Johnson was the inaugural recipient of the Australian Directors’ Guild and Screen Australia’s Gender Matters shadow directorship initiative, directing on Home and Away, and going on to shoot episodes of The Heights for Matchbox Pictures and Fremantle’s Neighbours. In 2019, Johnson won the inaugural Australian International Screen Scholarship, awarded by the International Screen Forum and the American Australian Association.
Johnson is currently developing Obelia, her first feature film inspired by her Aboriginal mother and Aboriginal grandfather and is developing a supernatural crime thriller TV series with Aquarius Films entitled The Secret and the Sacred, which she created. She is also developing her short film Bluey into a feature.
- Julie Kalceff
Julie Kalceff is a writer, director, and producer, best known for creating online drama series Starting from Now, which massed 130 million views and sold to SBS, and as writer, director, and co-producer of ABC children’s television series First Day.

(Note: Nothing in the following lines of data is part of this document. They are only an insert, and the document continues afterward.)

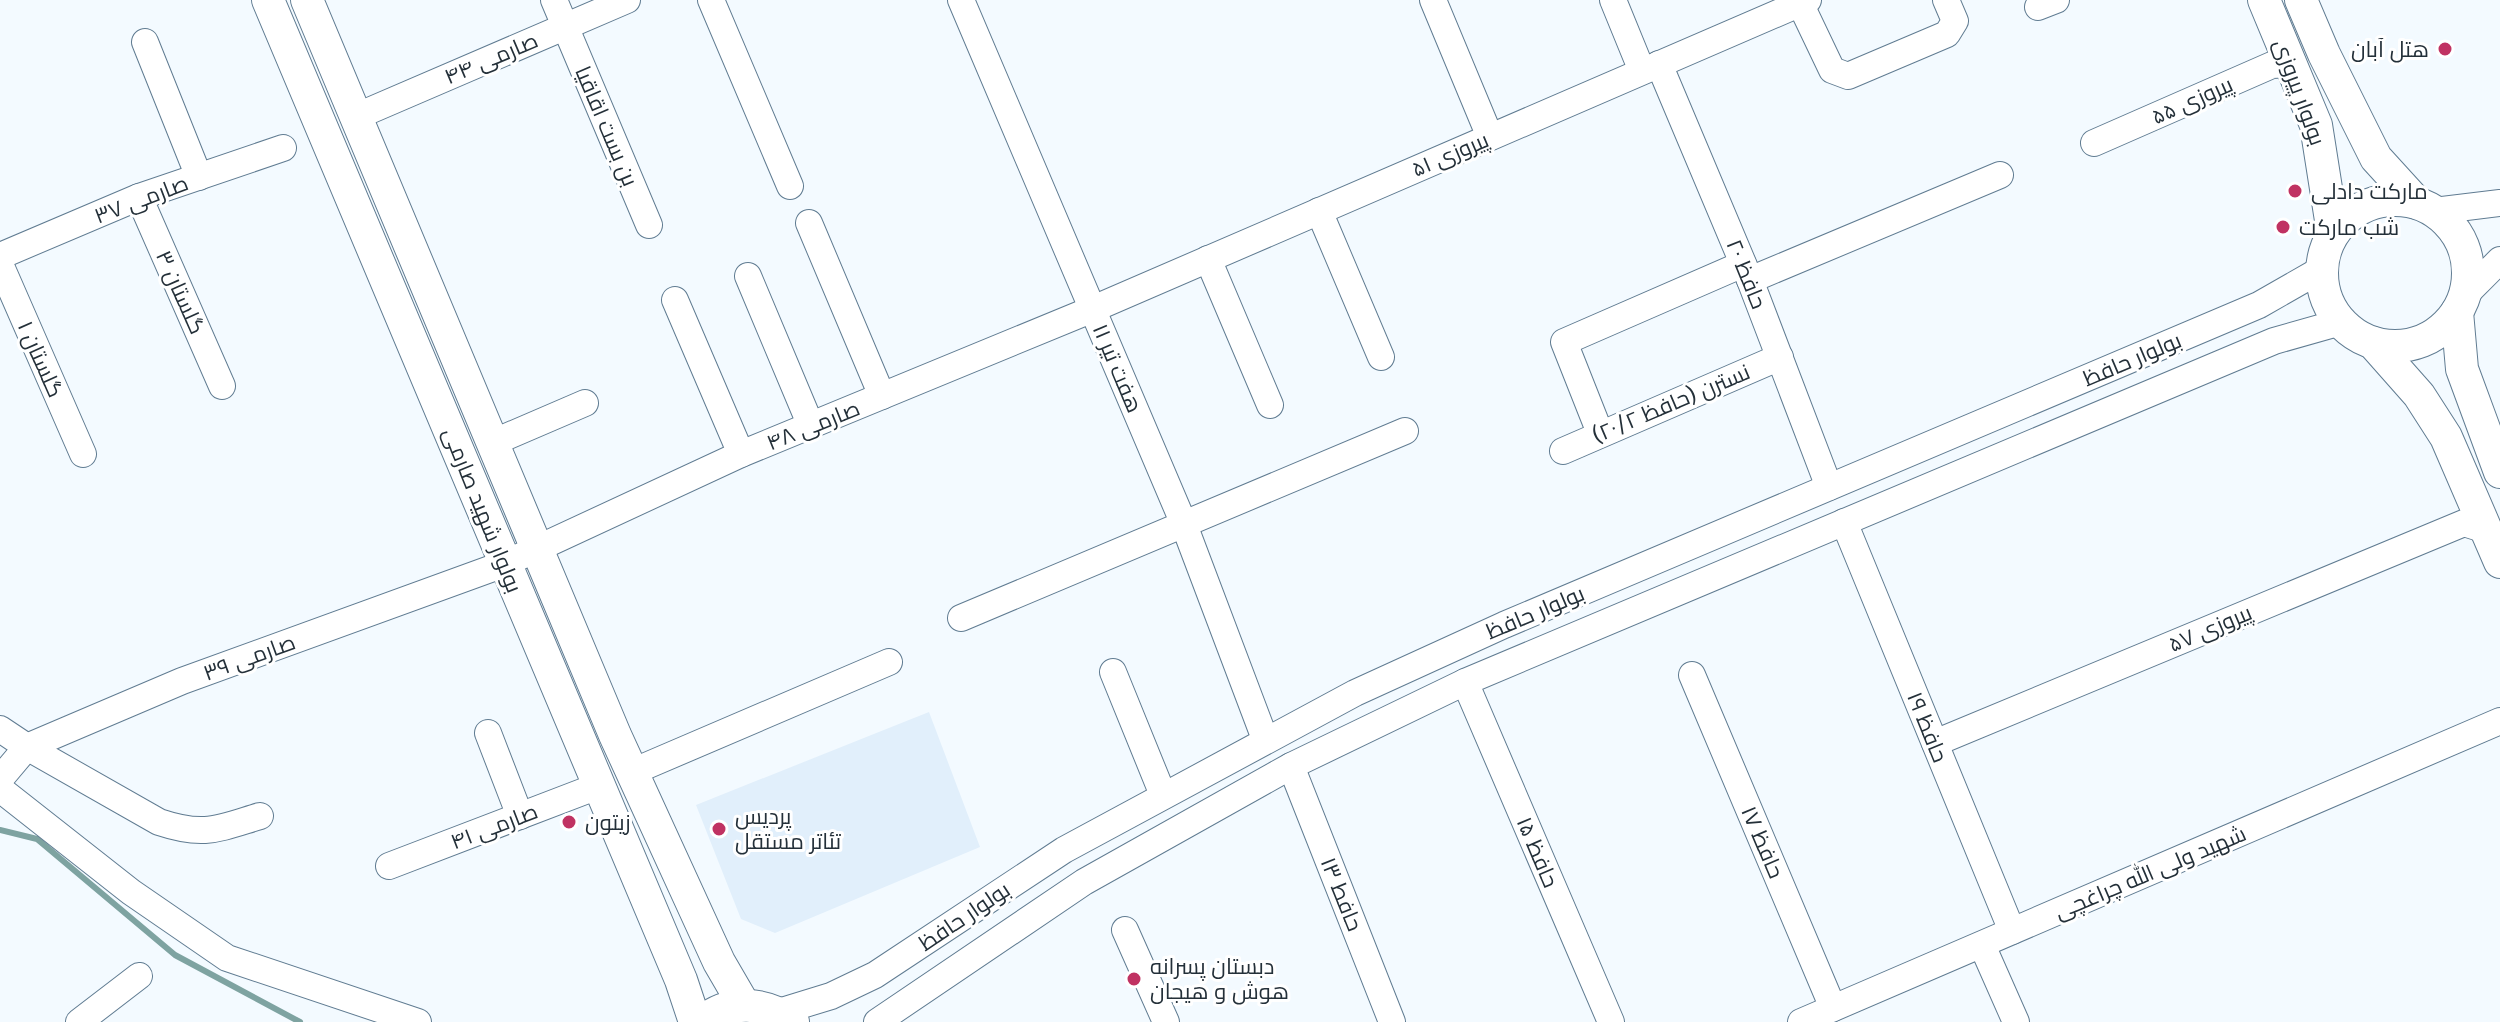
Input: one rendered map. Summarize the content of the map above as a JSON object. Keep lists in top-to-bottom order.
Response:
{
  "streets": {
    "main road": ["بولوار پیروزی", "بولوار شهید صارمی"],
    "street": [
      "صارمی ۴۴",
      "پیروزی ۵۵",
      "بن بست اقاقیا",
      "پیروزی ۵۱",
      "صارمی ۳۷",
      "حافظ ۲۰",
      "گلستان ۳",
      "گلستان ۱",
      "بولوار حافظ",
      "هفت تیر ۱۱",
      "نسترن (حافظ ۲۰/۲)",
      "صارمی ۴۸",
      "پیروزی ۵۷",
      "صارمی ۳۹",
      "حافظ ۱۹",
      "صارمی ۴۱",
      "حافظ ۱۷",
      "حافظ ۱۵",
      "شهید ولی الله چراغچی",
      "حافط ۱۳"
    ]
  },
  "crossings": [
    ["صارمی ۴۴", "بن بست اقاقیا"],
    ["صارمی ۴۴", "بولوار شهید صارمی"],
    ["بولوار پیروزی", "پیروزی ۵۵"],
    ["بولوار پیروزی", "بولوار حافظ"],
    ["پیروزی ۵۱", "حافظ ۲۰"],
    ["پیروزی ۵۱", "هفت تیر ۱۱"],
    ["پیروزی ۵۱", "صارمی ۴۸"],
    ["صارمی ۳۷", "گلستان ۳"],
    ["حافظ ۲۰", "بولوار حافظ"],
    ["حافظ ۲۰", "نسترن (حافظ ۲۰/۲)"],
    ["بولوار حافظ", "هفت تیر ۱۱"],
    ["بولوار حافظ", "حافظ ۱۹"],
    ["بولوار حافظ", "حافظ ۱۵"],
    ["بولوار حافظ", "حافط ۱۳"],
    ["هفت تیر ۱۱", "صارمی ۴۸"],
    ["صارمی ۴۸", "بولوار شهید صارمی"],
    ["صارمی ۴۸", "صارمی ۳۹"],
    ["بولوار شهید صارمی", "صارمی ۳۹"],
    ["بولوار شهید صارمی", "صارمی ۴۱"],
    ["پیروزی ۵۷", "حافظ ۱۹"],
    ["حافظ ۱۹", "شهید ولی الله چراغچی"],
    ["حافظ ۱۷", "شهید ولی الله چراغچی"]
  ],
  "places": [
    "هتل آبان",
    "مارکت دادلی",
    "شب مارکت",
    "زیتون",
    "پردیس تئاتر مستقل",
    "دبستان پسرانه هوش و هیجان"
  ]
}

First Day, about a 12-year-old transgender girl starting high school, won the MiPCOM Diversify TV’s Excellence Award for Kids’ Programming, 2018, and the Gender Equity Prize at the prestigious Prix Jeunesse International Children’s Television Festival, 2018. Initially commissioned as a standalone episode, in 2019 the ABC ordered a full series. Broadcast in March 2020, it is the first scripted television series in Australia to star a transgender actor in the lead role.
Julie is the founder and director of the Sydney-based production company Common Language Films.
- Monica Zanetti
Monica Zanetti is screenwriter and director, whose debut feature Skin Deep, screened at over eight international film festivals and was honoured at Austin Film Festival as Best Narrative Feature. The film also earned Zanetti an AWGIE nomination for Best Original Screenplay and a spot on the 25 Screenwriters to Watch list by US MovieMaker Magazine.
Zanetti then went on to work in various story rooms before joining the writing team for the Channel 10/Netflix series Sisters, was a writer/producer on the ABC Comedy series Tonightly with Tom Ballard and wrote an episode for the CJZ series My Life is Murder.
Zannetti’s second feature film, Ellie & Abbie (and Ellie’s Dead Aunt) was the recipient of the Frameline Completion Fund in the US and was the first Australian film to ever open the Sydney Mardi Gras Film Festival; it will be released in 2021 after screening as part of Melbourne International Film Festival 2020. She is a co-director of the production company Clever Rabbit Productions alongside Geraldine Hakewill.